There is one span to output from the data below: the lines starting at the line with "padding:0 12px; border-radius:4px;" and ending at the line with "flex:1; height:69px; border-radius:0px;". Output it exactly, ends included, nothing more.

━━━ THE DATA ━━━

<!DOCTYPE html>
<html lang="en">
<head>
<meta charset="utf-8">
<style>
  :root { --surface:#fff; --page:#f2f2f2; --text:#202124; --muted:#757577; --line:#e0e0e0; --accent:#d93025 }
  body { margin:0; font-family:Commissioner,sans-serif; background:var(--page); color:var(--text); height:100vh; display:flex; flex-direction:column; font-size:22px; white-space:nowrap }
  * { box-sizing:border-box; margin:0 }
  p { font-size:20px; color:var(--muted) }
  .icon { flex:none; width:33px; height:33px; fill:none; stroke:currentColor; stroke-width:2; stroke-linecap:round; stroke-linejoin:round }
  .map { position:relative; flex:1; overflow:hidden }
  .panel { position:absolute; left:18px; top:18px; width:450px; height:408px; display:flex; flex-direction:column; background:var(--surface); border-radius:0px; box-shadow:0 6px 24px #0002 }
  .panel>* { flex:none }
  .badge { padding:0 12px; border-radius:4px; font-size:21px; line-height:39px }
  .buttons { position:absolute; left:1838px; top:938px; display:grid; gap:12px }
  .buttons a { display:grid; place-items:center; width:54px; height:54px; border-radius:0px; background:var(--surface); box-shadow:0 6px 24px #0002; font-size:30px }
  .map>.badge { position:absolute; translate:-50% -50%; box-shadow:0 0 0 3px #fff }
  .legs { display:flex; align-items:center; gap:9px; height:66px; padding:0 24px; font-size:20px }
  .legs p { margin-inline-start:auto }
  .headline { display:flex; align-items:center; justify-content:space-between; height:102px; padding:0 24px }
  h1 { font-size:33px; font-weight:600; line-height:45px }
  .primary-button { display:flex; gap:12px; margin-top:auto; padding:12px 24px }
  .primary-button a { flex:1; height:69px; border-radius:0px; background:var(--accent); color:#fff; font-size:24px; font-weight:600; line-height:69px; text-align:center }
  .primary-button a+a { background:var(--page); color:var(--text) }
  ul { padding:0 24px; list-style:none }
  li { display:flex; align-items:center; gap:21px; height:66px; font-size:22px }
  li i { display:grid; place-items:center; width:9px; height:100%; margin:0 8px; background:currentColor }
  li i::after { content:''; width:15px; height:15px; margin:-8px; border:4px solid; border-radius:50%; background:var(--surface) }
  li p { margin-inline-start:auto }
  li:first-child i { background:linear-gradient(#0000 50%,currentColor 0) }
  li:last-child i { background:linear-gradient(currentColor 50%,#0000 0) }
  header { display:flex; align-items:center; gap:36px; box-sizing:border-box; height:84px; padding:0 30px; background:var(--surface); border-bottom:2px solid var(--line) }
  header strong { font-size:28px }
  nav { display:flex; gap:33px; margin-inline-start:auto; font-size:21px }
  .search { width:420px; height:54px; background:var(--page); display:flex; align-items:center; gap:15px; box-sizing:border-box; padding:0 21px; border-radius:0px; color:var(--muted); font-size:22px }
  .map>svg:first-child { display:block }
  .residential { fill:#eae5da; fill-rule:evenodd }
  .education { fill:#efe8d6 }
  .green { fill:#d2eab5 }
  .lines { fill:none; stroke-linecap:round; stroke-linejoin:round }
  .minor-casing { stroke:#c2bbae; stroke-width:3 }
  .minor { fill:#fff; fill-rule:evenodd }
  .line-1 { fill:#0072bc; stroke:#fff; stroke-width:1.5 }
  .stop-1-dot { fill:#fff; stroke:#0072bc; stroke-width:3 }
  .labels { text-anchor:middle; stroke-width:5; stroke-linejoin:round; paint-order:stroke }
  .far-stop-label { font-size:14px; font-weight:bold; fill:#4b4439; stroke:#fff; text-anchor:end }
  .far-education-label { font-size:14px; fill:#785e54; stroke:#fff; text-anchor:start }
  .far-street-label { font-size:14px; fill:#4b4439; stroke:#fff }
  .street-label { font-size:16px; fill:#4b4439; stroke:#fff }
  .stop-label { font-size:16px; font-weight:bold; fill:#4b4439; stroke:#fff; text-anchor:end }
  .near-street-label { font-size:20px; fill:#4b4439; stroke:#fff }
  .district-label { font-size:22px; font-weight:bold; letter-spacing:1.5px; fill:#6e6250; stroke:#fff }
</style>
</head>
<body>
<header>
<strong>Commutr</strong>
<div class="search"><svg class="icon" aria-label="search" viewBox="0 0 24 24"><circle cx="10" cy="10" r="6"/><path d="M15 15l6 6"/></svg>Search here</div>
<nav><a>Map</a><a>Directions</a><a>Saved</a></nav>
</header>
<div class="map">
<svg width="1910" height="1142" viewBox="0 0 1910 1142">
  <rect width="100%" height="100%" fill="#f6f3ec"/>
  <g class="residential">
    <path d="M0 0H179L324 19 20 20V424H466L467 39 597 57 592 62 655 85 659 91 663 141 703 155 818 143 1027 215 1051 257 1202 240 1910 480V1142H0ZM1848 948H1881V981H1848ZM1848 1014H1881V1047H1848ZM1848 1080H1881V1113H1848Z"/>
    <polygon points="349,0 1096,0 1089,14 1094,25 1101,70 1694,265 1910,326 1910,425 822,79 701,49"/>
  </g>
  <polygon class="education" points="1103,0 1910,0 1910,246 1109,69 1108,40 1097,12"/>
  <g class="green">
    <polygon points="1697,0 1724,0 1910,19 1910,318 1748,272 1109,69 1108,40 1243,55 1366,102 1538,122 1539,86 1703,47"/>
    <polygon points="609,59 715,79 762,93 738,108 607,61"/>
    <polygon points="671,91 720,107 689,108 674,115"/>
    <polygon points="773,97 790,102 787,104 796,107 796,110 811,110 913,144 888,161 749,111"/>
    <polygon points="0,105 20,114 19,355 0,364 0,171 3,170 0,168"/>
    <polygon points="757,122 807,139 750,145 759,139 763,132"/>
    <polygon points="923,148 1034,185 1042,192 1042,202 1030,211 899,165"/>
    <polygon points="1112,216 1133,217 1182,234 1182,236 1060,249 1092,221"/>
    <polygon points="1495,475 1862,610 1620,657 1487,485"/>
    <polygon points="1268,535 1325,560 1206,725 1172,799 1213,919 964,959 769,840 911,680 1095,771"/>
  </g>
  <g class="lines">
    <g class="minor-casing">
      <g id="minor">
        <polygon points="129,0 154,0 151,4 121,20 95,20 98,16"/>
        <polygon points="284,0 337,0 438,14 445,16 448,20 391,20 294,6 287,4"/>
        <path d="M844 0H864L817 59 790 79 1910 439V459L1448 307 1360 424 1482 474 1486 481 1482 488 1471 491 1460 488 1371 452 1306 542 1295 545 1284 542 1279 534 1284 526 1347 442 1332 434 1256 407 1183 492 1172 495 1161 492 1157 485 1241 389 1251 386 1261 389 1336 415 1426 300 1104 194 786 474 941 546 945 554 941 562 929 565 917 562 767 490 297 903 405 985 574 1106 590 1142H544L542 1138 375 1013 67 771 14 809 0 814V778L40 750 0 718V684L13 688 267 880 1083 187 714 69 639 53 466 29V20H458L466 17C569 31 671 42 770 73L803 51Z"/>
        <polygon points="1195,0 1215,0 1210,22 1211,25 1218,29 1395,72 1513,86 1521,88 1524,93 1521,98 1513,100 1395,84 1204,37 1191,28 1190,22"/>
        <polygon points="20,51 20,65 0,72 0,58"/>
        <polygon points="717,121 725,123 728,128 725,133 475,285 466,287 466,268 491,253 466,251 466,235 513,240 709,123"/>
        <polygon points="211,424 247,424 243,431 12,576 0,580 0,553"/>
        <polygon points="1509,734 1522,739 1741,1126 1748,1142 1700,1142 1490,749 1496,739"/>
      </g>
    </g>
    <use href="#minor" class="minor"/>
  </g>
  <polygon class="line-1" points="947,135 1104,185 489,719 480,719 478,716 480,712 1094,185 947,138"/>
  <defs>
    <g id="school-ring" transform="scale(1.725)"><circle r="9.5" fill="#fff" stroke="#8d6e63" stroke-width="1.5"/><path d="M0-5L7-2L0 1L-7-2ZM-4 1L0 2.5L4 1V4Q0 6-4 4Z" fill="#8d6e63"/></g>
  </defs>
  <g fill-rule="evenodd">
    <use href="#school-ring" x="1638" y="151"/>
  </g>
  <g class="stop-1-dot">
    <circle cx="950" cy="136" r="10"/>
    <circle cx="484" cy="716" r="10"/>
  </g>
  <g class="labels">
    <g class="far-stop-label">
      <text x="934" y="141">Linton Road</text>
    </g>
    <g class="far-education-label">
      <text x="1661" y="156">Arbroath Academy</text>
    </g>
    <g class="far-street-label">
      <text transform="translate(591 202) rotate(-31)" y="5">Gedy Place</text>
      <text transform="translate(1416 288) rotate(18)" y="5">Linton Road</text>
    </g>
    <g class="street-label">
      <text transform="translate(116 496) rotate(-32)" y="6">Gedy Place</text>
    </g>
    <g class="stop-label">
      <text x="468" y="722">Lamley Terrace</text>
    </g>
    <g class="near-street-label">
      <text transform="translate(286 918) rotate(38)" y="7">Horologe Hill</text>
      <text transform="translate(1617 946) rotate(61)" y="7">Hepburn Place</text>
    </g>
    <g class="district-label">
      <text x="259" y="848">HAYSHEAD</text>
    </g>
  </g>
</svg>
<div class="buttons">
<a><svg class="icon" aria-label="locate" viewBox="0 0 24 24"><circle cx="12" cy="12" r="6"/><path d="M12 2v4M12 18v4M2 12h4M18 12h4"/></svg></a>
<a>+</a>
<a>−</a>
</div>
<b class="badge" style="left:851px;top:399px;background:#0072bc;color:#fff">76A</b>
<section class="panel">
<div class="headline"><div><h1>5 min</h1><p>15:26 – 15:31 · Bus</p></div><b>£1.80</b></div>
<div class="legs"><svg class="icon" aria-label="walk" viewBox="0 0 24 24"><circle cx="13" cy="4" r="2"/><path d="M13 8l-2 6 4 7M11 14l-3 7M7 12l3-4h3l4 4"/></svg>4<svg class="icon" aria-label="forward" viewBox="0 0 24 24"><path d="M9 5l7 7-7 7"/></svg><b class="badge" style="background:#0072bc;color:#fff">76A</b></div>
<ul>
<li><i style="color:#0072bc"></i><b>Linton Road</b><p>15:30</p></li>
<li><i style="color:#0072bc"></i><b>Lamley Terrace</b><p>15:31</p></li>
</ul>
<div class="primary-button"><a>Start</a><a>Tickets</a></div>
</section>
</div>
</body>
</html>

━━━

COMPLETED EXERCISE.
  .badge { padding:0 12px; border-radius:4px; font-size:21px; line-height:39px }
  .buttons { position:absolute; left:1838px; top:938px; display:grid; gap:12px }
  .buttons a { display:grid; place-items:center; width:54px; height:54px; border-radius:0px; background:var(--surface); box-shadow:0 6px 24px #0002; font-size:30px }
  .map>.badge { position:absolute; translate:-50% -50%; box-shadow:0 0 0 3px #fff }
  .legs { display:flex; align-items:center; gap:9px; height:66px; padding:0 24px; font-size:20px }
  .legs p { margin-inline-start:auto }
  .headline { display:flex; align-items:center; justify-content:space-between; height:102px; padding:0 24px }
  h1 { font-size:33px; font-weight:600; line-height:45px }
  .primary-button { display:flex; gap:12px; margin-top:auto; padding:12px 24px }
  .primary-button a { flex:1; height:69px; border-radius:0px; background:var(--accent); color:#fff; font-size:24px; font-weight:600; line-height:69px; text-align:center }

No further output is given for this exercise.